Dr Naglis Ramanauskas is a researcher at Oxipit. Trained as a radiologist, he aims to use his first-hand clinical experience to maximize the added value of Oxipit medical imaging products.

In this talk with Dr Ramanauskas we discuss how AI productization and workflow alignment are no less important than statistical model performance.

So your AI software is able to detect nodules with 100% sensitivity. What happens next? 

Clickbaity headlines is a byproduct of when you try to put an end metric to the performance of AI radiology software. Or even compare whether it outperforms a radiologist. Sensitivity is nothing without specificity, you could end up with lots of false positives or miss important findings while trying to finetune the model performance.

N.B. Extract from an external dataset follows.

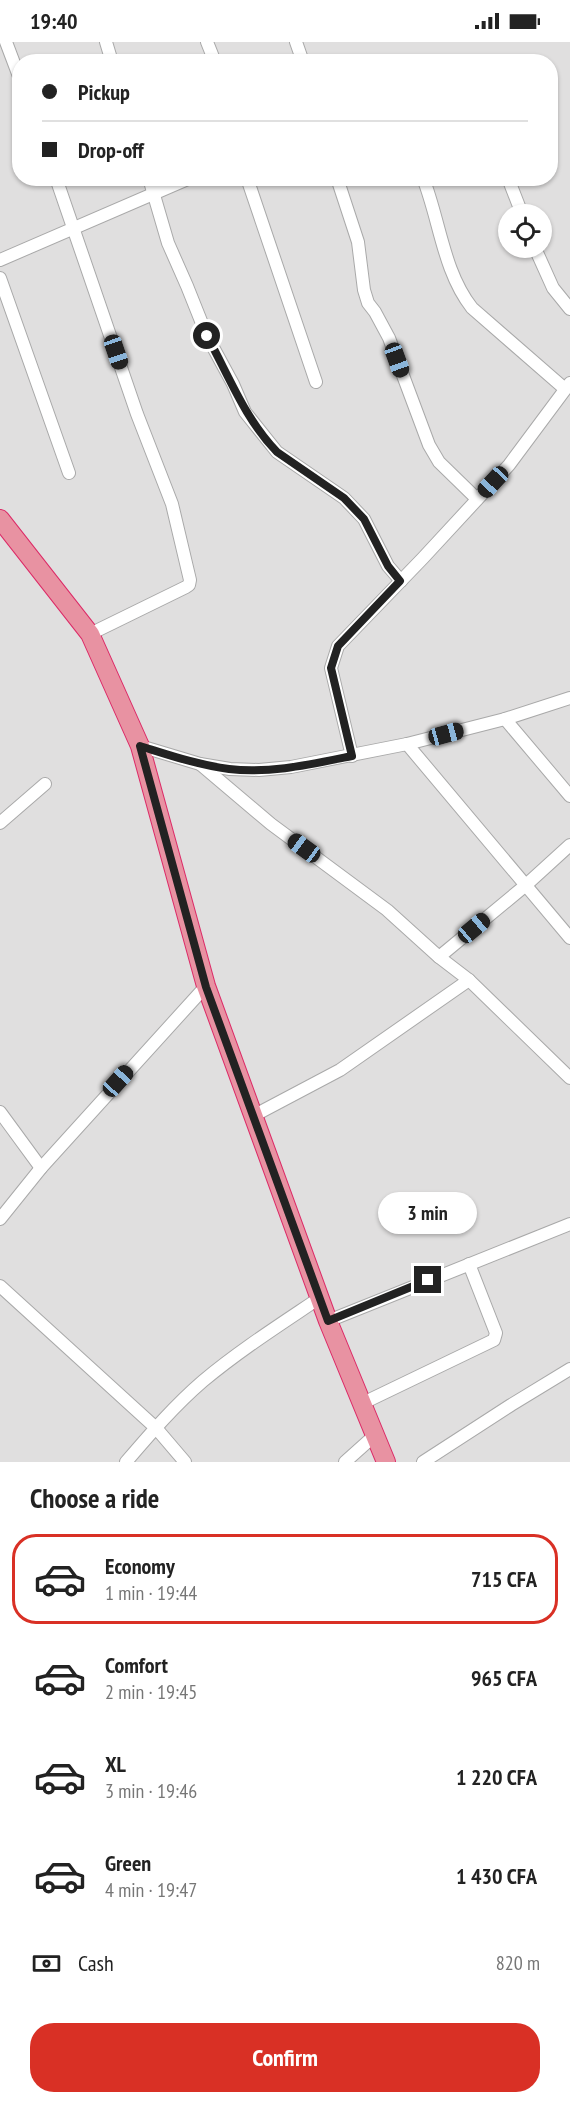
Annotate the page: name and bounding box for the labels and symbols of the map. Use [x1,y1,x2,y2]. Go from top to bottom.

What I am trying to say is that creating AI based software for radiology is not a Kaggle competition.  Even if you managed to hit a certain benchmark, this will not automatically translate into value for the end users – medical institutions, radiologists or patients.

I would say that it is fair to assume that most leading AI medical imaging software companies either already are or soon will be in the same ballpark in terms of accuracy metrics for the common radiological findings. Certainly, one company will be better than others at detecting nodules or signs of tuberculosis for example, but for many use cases these marginal differences in AUC values will not directly translate into value in the clinical workflow from a radiologists standpoint.

This does not mean model performance is not improving or everyone should stop the research and development altogether. There are certainly still some benchmarks to be achieved and for certain applications incremental differences in accuracy might be of critical importance. 

I think that at certain point, the “wrapper” of the AI models – this includes the way you utilize your AI model – define the exact way of how the software is to be implemented and used in the clinical workflow, select appropriate thresholds and solve the UX/UI challenges – becomes more important than than the raw accuracy of your AI models.

I think at this point we should focus on AI adoption workflows and in what scenarios AI medical imaging applications can maximize the added value.

ChestEye Quality is the first AI CXR double reading tool. The product analyses the final radiologist report and corresponding chest X-ray for any missed findings. It utilizes hypersensitized nodule model in combination with supervision of a second human radiologist. What is unique about this approach?

This is a way to utilize AI radiology software as a value-added tool versus an end silver bullet solution.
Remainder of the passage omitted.